We should provide an opportunity to control the initialization of the task scheduler. This allows for determining when the task scheduler is created and destroyed, how many threads the task scheduler uses, and the stack size for worker threads. This should most often be done with sensible default options, but for the special cases where fine control is needed, it should be exposed.

https://software.intel.com/en-us/node/506296

dzenanz · May 31, 2018, 7:49pm

This patch also adds the control of thread count for TBB back-end. Direct link to patch set 2 (might get outdated).

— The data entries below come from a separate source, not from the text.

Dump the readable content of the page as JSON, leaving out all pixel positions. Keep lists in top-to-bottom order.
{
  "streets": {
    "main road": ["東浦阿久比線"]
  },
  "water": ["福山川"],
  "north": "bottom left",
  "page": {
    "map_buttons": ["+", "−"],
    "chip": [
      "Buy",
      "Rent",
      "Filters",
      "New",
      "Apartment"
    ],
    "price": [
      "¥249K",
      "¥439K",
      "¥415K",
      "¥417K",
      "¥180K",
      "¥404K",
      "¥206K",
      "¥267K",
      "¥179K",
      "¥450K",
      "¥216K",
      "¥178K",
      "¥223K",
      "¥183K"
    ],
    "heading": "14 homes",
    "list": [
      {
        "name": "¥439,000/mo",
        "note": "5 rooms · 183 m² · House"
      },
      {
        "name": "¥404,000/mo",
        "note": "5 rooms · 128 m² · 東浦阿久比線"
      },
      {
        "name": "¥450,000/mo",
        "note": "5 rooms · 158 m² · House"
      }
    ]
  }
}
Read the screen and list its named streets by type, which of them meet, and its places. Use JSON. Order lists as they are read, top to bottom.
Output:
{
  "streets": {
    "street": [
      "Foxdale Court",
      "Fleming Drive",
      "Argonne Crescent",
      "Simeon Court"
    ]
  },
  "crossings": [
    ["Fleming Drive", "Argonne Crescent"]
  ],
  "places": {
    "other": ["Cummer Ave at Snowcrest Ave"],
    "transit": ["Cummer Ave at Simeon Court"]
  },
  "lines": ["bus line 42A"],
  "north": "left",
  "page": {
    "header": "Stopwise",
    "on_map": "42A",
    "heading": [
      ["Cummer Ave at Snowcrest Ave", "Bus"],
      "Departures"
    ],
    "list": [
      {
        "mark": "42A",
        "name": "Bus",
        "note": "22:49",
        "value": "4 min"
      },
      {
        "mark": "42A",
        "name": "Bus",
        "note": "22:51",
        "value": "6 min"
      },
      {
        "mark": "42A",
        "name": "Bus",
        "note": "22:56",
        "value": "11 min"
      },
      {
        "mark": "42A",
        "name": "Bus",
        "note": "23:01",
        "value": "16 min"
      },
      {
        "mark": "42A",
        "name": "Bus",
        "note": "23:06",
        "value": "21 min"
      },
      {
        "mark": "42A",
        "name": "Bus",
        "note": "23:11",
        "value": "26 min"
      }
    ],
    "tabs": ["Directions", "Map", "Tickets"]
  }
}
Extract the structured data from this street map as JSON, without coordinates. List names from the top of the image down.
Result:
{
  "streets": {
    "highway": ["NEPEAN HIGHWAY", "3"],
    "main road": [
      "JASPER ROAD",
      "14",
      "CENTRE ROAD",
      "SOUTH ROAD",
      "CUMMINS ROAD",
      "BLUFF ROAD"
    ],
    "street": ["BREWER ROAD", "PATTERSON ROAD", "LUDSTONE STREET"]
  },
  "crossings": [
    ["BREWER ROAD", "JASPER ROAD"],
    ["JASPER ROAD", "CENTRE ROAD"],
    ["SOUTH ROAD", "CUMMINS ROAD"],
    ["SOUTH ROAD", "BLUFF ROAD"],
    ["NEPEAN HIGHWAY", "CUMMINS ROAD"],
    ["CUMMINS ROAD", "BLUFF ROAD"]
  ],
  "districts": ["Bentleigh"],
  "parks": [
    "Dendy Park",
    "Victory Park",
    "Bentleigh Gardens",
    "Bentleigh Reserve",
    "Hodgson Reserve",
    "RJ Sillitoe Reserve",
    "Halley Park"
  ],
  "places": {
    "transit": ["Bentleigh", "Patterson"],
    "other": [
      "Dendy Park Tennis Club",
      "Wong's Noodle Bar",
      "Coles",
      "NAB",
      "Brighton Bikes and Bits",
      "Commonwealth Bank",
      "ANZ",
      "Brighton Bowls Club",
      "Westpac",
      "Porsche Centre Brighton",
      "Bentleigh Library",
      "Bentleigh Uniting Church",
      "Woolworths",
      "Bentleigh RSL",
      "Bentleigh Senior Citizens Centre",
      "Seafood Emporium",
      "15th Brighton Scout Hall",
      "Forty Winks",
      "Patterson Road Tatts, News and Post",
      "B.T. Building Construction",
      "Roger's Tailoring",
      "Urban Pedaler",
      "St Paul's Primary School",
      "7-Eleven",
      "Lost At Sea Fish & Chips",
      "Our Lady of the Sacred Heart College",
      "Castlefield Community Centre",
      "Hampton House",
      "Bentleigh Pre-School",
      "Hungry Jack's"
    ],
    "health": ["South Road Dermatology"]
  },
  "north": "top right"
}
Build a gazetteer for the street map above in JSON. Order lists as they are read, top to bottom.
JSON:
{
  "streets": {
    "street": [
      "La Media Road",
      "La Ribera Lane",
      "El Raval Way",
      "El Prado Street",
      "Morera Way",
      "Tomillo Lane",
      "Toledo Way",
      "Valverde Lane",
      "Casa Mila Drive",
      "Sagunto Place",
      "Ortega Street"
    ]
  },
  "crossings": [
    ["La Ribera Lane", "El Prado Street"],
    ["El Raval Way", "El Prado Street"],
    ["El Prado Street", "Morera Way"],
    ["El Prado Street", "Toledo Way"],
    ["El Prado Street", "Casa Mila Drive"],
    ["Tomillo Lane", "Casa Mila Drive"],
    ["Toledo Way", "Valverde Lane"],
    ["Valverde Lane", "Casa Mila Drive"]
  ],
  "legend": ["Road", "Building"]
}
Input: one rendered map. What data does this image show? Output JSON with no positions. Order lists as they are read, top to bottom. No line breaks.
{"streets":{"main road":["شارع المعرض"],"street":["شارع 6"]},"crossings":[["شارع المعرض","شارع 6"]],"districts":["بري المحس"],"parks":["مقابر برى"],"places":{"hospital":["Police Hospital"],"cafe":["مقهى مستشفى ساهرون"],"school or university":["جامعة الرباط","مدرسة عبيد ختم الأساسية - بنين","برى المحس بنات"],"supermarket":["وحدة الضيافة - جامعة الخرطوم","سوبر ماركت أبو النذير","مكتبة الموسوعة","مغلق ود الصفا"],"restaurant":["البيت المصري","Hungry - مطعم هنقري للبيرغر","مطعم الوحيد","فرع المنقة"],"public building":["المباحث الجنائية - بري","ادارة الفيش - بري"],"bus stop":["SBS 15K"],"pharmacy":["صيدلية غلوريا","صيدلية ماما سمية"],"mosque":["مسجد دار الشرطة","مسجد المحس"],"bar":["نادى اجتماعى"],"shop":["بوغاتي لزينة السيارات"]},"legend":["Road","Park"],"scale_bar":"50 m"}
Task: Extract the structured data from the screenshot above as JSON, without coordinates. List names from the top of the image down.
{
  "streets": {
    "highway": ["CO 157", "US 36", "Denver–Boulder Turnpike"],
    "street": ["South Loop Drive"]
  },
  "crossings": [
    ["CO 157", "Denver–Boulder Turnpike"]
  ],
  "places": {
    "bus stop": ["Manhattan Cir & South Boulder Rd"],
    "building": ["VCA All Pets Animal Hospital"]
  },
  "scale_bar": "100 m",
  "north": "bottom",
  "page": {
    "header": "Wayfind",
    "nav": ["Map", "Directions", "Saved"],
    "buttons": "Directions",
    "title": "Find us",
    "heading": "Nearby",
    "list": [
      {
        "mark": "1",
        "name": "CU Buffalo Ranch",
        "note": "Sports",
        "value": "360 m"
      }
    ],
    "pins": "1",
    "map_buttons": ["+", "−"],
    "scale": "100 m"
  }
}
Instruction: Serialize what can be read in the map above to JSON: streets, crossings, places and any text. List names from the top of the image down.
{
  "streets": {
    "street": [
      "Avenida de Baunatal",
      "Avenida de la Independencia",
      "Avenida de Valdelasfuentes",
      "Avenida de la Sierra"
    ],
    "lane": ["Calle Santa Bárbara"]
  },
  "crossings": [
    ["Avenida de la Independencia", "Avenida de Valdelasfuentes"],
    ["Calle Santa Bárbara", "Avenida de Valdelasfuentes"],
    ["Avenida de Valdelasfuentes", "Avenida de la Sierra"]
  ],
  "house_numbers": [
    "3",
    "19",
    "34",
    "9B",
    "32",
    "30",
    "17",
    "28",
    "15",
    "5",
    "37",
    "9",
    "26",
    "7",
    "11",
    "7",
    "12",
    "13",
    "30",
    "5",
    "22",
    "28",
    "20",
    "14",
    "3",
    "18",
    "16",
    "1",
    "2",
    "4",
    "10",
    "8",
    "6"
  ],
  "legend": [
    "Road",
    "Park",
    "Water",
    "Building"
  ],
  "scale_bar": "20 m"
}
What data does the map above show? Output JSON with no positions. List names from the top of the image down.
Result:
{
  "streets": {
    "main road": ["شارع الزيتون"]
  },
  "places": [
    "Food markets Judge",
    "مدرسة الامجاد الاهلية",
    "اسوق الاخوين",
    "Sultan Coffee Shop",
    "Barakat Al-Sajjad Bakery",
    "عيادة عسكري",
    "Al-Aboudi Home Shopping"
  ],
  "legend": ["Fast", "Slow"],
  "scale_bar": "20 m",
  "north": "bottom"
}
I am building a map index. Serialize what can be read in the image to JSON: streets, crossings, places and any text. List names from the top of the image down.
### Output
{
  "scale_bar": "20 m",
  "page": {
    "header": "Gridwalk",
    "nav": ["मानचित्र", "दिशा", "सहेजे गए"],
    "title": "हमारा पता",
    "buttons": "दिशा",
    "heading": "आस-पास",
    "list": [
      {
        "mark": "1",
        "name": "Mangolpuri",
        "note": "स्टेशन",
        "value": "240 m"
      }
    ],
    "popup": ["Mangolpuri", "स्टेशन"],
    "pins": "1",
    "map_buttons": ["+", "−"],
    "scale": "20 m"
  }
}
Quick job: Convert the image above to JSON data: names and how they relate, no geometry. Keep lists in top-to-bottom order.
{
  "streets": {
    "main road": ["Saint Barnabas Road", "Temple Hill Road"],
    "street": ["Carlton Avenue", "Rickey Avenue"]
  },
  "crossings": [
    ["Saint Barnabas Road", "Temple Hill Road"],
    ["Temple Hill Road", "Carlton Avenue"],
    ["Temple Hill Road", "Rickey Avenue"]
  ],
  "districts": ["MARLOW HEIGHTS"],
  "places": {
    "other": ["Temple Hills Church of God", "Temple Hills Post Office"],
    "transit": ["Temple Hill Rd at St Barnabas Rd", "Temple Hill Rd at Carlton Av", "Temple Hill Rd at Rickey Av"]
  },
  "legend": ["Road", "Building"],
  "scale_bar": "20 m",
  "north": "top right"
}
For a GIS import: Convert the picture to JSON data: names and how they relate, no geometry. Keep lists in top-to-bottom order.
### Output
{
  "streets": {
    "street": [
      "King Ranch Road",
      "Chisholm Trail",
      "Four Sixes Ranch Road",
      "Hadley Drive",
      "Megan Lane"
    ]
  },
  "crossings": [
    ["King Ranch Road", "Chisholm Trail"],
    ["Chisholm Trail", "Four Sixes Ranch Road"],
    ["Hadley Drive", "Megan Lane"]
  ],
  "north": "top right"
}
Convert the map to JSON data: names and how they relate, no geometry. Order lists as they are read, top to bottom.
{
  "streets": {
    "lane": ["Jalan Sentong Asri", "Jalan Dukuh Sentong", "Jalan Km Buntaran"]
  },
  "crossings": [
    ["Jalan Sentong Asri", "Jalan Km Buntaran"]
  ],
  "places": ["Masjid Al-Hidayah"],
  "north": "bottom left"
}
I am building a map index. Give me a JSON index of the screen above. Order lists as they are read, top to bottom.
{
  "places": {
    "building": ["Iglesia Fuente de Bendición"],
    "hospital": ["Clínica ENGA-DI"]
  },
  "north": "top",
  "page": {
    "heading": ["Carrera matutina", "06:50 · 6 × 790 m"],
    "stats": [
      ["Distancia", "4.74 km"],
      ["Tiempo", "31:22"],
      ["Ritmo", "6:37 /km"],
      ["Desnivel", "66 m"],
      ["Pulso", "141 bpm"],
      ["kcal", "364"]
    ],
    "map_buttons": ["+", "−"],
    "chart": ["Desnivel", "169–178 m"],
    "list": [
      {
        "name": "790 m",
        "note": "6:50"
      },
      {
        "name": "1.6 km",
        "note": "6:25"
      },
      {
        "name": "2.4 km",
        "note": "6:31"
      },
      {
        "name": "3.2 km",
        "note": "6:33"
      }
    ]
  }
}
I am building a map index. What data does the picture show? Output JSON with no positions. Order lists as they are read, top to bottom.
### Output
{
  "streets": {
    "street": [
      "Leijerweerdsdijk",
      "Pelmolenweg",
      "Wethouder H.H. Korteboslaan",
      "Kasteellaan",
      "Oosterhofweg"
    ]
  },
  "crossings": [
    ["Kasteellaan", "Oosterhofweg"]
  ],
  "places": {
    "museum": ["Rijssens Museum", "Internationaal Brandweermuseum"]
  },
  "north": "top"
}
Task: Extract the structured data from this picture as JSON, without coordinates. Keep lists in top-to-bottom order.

benoit · June 13, 2018, 6:29pm

About your implementation @dzenanz: that’s great that you are using tbb::proportional_split in TBBImageRegionSplitter so that multiple batches of splits along the highest dimension (e.g., slices in 3D) can be scheduled together when the load balancer figures out this will reduce overhead.

However it seems that the splitting can only be done along the largest dimension. Is that right? Correct me if i’m wrong but if this is the case, this will be an important limitation with many-core architectures and a small-ish number of slices.

For example Xeon Phi KNL has ~60 cores/240 hardware threads. It also becomes realistic to have SMP architectures with 2 sockets and a lot of cores in each, for example 24 cores in each (so typically a 48 core machine with 96 hardware threads. The stampede2 supercomputer at TACC actually has… 1736 of these machines).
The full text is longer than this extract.